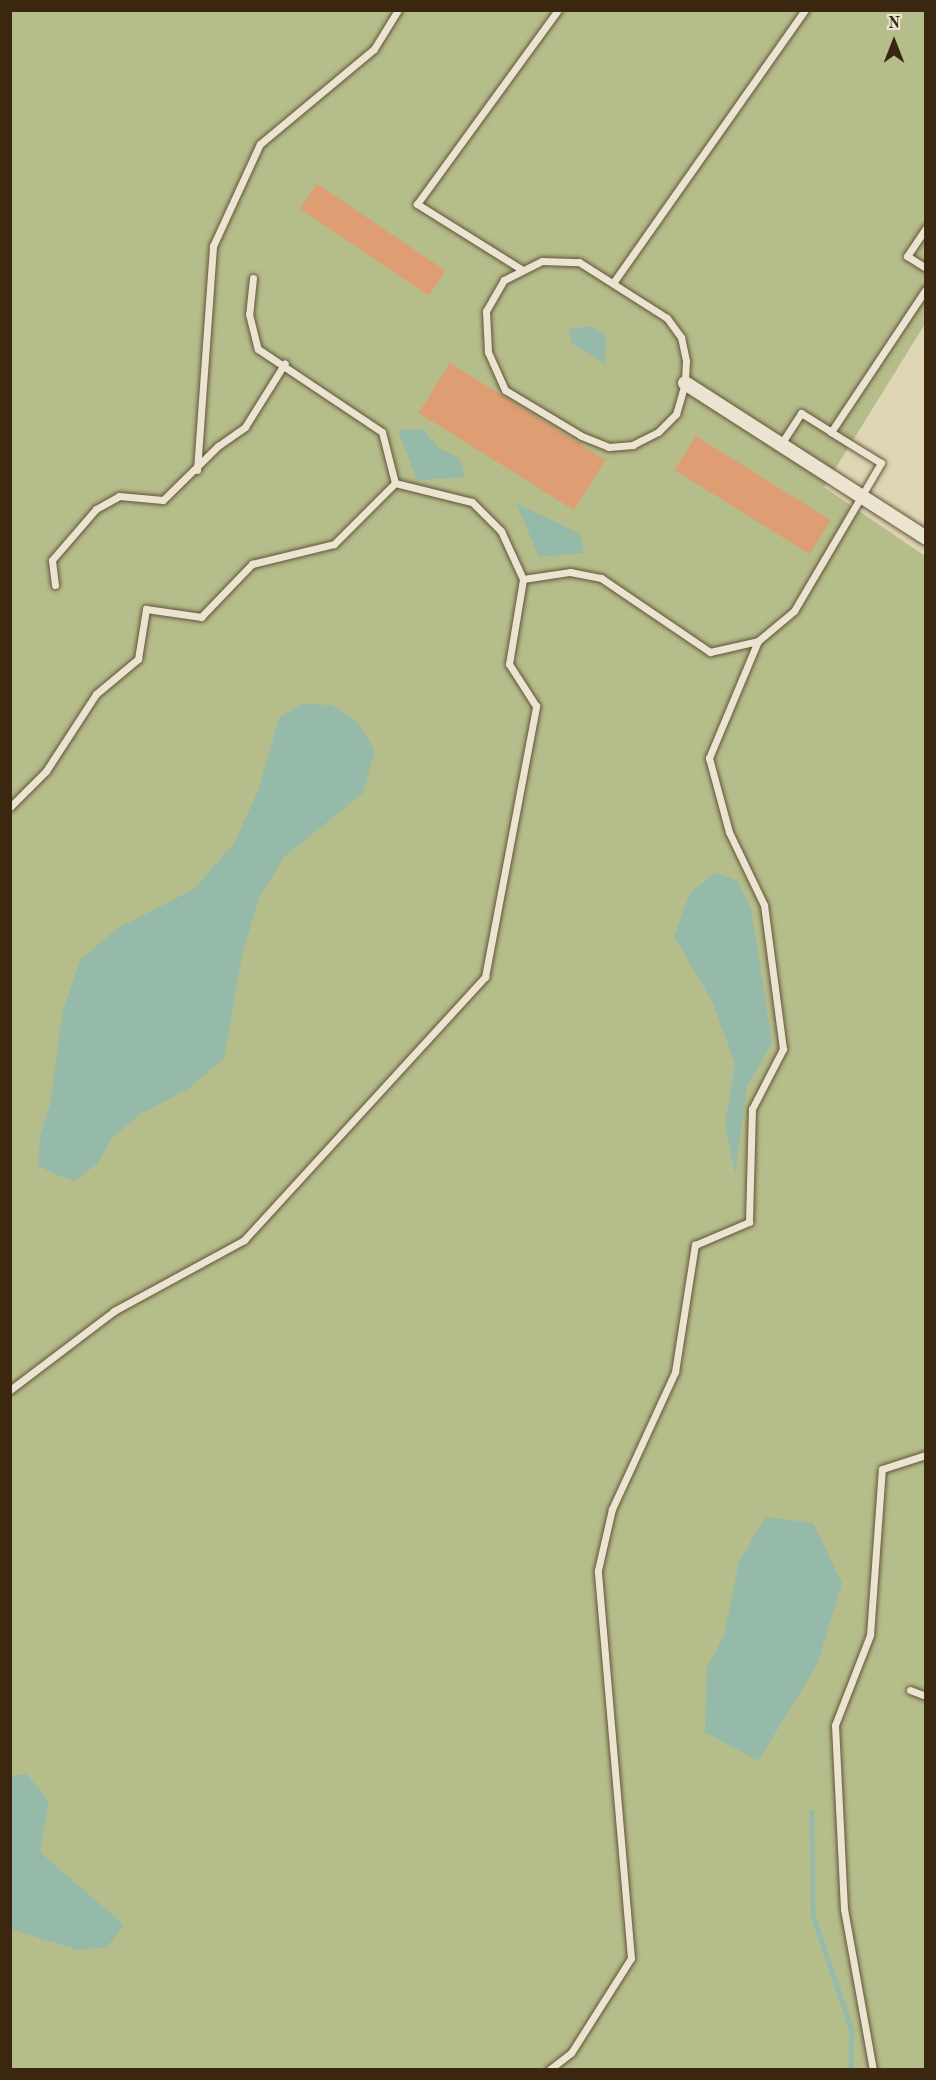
<!DOCTYPE html>
<html>
<head>
<meta charset="utf-8">
<style>
  body { margin:0 }
  #map { position:relative; width:936px; height:2080px; overflow:hidden; background:#dfd6b6; font-family:"Old Standard TT",serif }
  div>[style] { position:absolute }
  .green>* { inset:0; background:#b5bd8b }
  .water>* { inset:0; background:#95baa9 }
  .stream>* { height:4.5px; margin:-2.25px; padding:0 2.25px; transform-origin:2.25px; border-radius:2.25px; background:#95baa9 }
  .building>* { inset:0; background:#de9d72; transform-origin:0 0 }
  .roads { filter:drop-shadow(0 0 2px #645339) drop-shadow(0 0 2px #645339) }
  .service>* { height:7px; margin:-3.5px; padding:0 3.5px; transform-origin:3.5px; border-radius:3.5px; background:#eae4d0 }
  .minor>* { height:14px; margin:-7px; padding:0 7px; transform-origin:7px; border-radius:7px; background:#eae4d0 }
  span { translate:-50% -50%; white-space:nowrap; text-align:center; line-height:1.15; -webkit-text-stroke:6px #eae4d0; paint-order:stroke }
  .frame { position:absolute; inset:0; border:12px solid #3b270f; pointer-events:none }
  .north { position:absolute; left:864px; top:12px; width:60px; height:60px; -webkit-text-stroke:4px #eae4d0; paint-order:stroke; rotate:0deg; font-size:16px; font-weight:700; line-height:24px; text-align:center; color:#3b270f }
  .north::after { content:''; display:block; margin:auto; width:21px; height:27px; background:#3b270f; clip-path:polygon(50% 0,100% 100%,50% 72%,0 100%) }
</style>
</head>
<body>
<div id="map">
  <div class="green">
    <i style="clip-path:polygon(11px 11px,925px 11px,925px 324px,824px 487px,925px 556px,925px 2069px,11px 2070px)"></i>
  </div>
  <div class="water">
    <i style="clip-path:polygon(592px 326px,606px 336px,605px 364px,572px 343px,569px 329px)"></i>
    <i style="clip-path:polygon(423px 429px,439px 448px,459px 458px,465px 477px,417px 480px,398px 430px)"></i>
    <i style="clip-path:polygon(516px 503px,580px 534px,584px 553px,539px 557px)"></i>
    <i style="clip-path:polygon(301px 704px,332px 705px,357px 722px,375px 751px,363px 793px,285px 856px,259px 897px,243px 951px,224px 1058px,188px 1089px,142px 1113px,111px 1139px,98px 1163px,74px 1181px,54px 1174px,38px 1165px,40px 1135px,50px 1105px,63px 1010px,80px 960px,118px 928px,194px 889px,234px 843px,258px 791px,279px 718px)"></i>
    <i style="clip-path:polygon(715px 873px,737px 880px,751px 909px,772px 1042px,747px 1087px,735px 1174px,725px 1123px,735px 1064px,712px 1001px,674px 937px,690px 893px)"></i>
    <i style="clip-path:polygon(766px 1517px,813px 1523px,842px 1583px,817px 1665px,758px 1761px,705px 1732px,707px 1668px,724px 1635px,739px 1561px)"></i>
    <i style="clip-path:polygon(27px 1774px,49px 1802px,40px 1852px,124px 1925px,107px 1947px,78px 1950px,11px 1929px,11px 1776px)"></i>
  </div>
  <div class="stream">
    <i style="left:812px;top:1812px;width:103px;rotate:89.4deg"></i>
    <i style="left:813px;top:1915px;width:121px;rotate:71.3deg"></i>
    <i style="left:852px;top:2030px;width:40px;rotate:91.4deg"></i>
  </div>
  <div class="building">
    <i style="left:317px;top:184px;width:155px;height:30px;rotate:34deg"></i>
    <i style="left:450px;top:363px;width:183px;height:59px;rotate:32deg"></i>
    <i style="left:696px;top:436px;width:159px;height:40px;rotate:32deg"></i>
  </div>
  <div class="roads">
    <div class="service">
      <i style="left:926px;top:228px;width:34px;rotate:124deg"></i>
      <i style="left:907px;top:256px;width:22px;rotate:32deg"></i>
      <i style="left:542px;top:261px;width:37px;rotate:2deg"></i>
      <i style="left:579px;top:262px;width:104px;rotate:32.5deg"></i>
      <i style="left:667px;top:318px;width:24px;rotate:54deg"></i>
      <i style="left:681px;top:337px;width:25px;rotate:78deg"></i>
      <i style="left:686px;top:361px;width:22px;rotate:93deg"></i>
      <i style="left:685px;top:383px;width:32px;rotate:106deg"></i>
      <i style="left:676px;top:414px;width:25px;rotate:135deg"></i>
      <i style="left:658px;top:432px;width:28px;rotate:153deg"></i>
      <i style="left:633px;top:445px;width:24px;rotate:175deg"></i>
      <i style="left:609px;top:447px;width:31px;rotate:-158deg"></i>
      <i style="left:580px;top:435px;width:87px;rotate:-149deg"></i>
      <i style="left:505px;top:390px;width:42px;rotate:-114.1deg"></i>
      <i style="left:488px;top:352px;width:41px;rotate:-92.8deg"></i>
      <i style="left:486px;top:311px;width:36px;rotate:-60deg"></i>
      <i style="left:504px;top:280px;width:42px;rotate:-26.6deg"></i>
      <i style="left:521px;top:269px;width:123px;rotate:-148deg"></i>
      <i style="left:417px;top:204px;width:240px;rotate:-54deg"></i>
      <i style="left:253px;top:278px;width:36px;rotate:96deg"></i>
      <i style="left:249px;top:314px;width:36px;rotate:76deg"></i>
      <i style="left:258px;top:349px;width:149px;rotate:33.8deg"></i>
      <i style="left:382px;top:432px;width:53px;rotate:75.7deg"></i>
      <i style="left:395px;top:483px;width:79px;rotate:13.9deg"></i>
      <i style="left:472px;top:502px;width:41px;rotate:45deg"></i>
      <i style="left:501px;top:531px;width:53px;rotate:65.4deg"></i>
      <i style="left:523px;top:579px;width:48px;rotate:-8.5deg"></i>
      <i style="left:570px;top:572px;width:32px;rotate:11deg"></i>
      <i style="left:601px;top:578px;width:132px;rotate:34.2deg"></i>
      <i style="left:710px;top:652px;width:49px;rotate:-12.9deg"></i>
      <i style="left:758px;top:641px;width:47px;rotate:-39.8deg"></i>
      <i style="left:794px;top:611px;width:172px;rotate:-59.6deg"></i>
      <i style="left:881px;top:463px;width:59px;rotate:-148.2deg"></i>
      <i style="left:613px;top:283px;width:334px;rotate:-54.9deg"></i>
      <i style="left:781px;top:444px;width:37px;rotate:-57deg"></i>
      <i style="left:801px;top:413px;width:36px;rotate:32deg"></i>
      <i style="left:831px;top:432px;width:172px;rotate:-56.4deg"></i>
      <i style="left:197px;top:470px;width:225px;rotate:-85.9deg"></i>
      <i style="left:213px;top:246px;width:112px;rotate:-65.3deg"></i>
      <i style="left:260px;top:144px;width:148px;rotate:-39.8deg"></i>
      <i style="left:374px;top:49px;width:46px;rotate:-58.4deg"></i>
      <i style="left:55px;top:585px;width:25px;rotate:-97deg"></i>
      <i style="left:52px;top:560px;width:67px;rotate:-49.2deg"></i>
      <i style="left:96px;top:509px;width:26px;rotate:-29deg"></i>
      <i style="left:119px;top:496px;width:44px;rotate:5.2deg"></i>
      <i style="left:163px;top:500px;width:77px;rotate:-44.5deg"></i>
      <i style="left:218px;top:446px;width:33px;rotate:-35deg"></i>
      <i style="left:245px;top:427px;width:75px;rotate:-58deg"></i>
      <i style="left:10px;top:807px;width:51px;rotate:-45deg"></i>
      <i style="left:46px;top:771px;width:92px;rotate:-57deg"></i>
      <i style="left:96px;top:694px;width:55px;rotate:-39.8deg"></i>
      <i style="left:138px;top:659px;width:51px;rotate:-80.9deg"></i>
      <i style="left:146px;top:609px;width:56px;rotate:8.3deg"></i>
      <i style="left:201px;top:617px;width:74px;rotate:-46.1deg"></i>
      <i style="left:252px;top:564px;width:84px;rotate:-13.7deg"></i>
      <i style="left:334px;top:544px;width:86px;rotate:-45deg"></i>
      <i style="left:10px;top:1390px;width:131px;rotate:-37.2deg"></i>
      <i style="left:114px;top:1311px;width:148px;rotate:-28.6deg"></i>
      <i style="left:244px;top:1240px;width:357px;rotate:-47.5deg"></i>
      <i style="left:485px;top:977px;width:276px;rotate:-79.3deg"></i>
      <i style="left:536px;top:706px;width:50px;rotate:-122.7deg"></i>
      <i style="left:509px;top:664px;width:86px;rotate:-80.6deg"></i>
      <i style="left:910px;top:1690px;width:17px;rotate:21deg"></i>
      <i style="left:549px;top:2070px;width:28px;rotate:-38deg"></i>
      <i style="left:571px;top:2053px;width:112px;rotate:-57.7deg"></i>
      <i style="left:631px;top:1958px;width:389px;rotate:-94.9deg"></i>
      <i style="left:598px;top:1570px;width:63px;rotate:-77.1deg"></i>
      <i style="left:612px;top:1509px;width:151px;rotate:-65.3deg"></i>
      <i style="left:675px;top:1372px;width:129px;rotate:-81.1deg"></i>
      <i style="left:695px;top:1245px;width:59px;rotate:-23.1deg"></i>
      <i style="left:749px;top:1222px;width:113px;rotate:-88.5deg"></i>
      <i style="left:752px;top:1109px;width:68px;rotate:-62.7deg"></i>
      <i style="left:783px;top:1049px;width:145px;rotate:-97.5deg"></i>
      <i style="left:764px;top:905px;width:81px;rotate:-115.6deg"></i>
      <i style="left:729px;top:832px;width:77px;rotate:-105.1deg"></i>
      <i style="left:709px;top:758px;width:127px;rotate:-67.3deg"></i>
      <i style="left:873px;top:2070px;width:164px;rotate:-100.2deg"></i>
      <i style="left:844px;top:1909px;width:184px;rotate:-92.8deg"></i>
      <i style="left:835px;top:1725px;width:97px;rotate:-68.7deg"></i>
      <i style="left:870px;top:1635px;width:166px;rotate:-85.9deg"></i>
      <i style="left:882px;top:1469px;width:46px;rotate:-17.7deg"></i>
    </div>
    <div class="minor">
      <i style="left:685px;top:383px;width:287px;rotate:32.7deg"></i>
    </div>
  </div>
  <div class="frame"></div>
  <div class="north">N</div>
</div>
</body>
</html>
──────────
▶ Task to complete:
If a line in the records above contains the word "transform", copy it.

▶ Solved problem:
  .stream>* { height:4.5px; margin:-2.25px; padding:0 2.25px; transform-origin:2.25px; border-radius:2.25px; background:#95baa9 }
  .building>* { inset:0; background:#de9d72; transform-origin:0 0 }
  .service>* { height:7px; margin:-3.5px; padding:0 3.5px; transform-origin:3.5px; border-radius:3.5px; background:#eae4d0 }
  .minor>* { height:14px; margin:-7px; padding:0 7px; transform-origin:7px; border-radius:7px; background:#eae4d0 }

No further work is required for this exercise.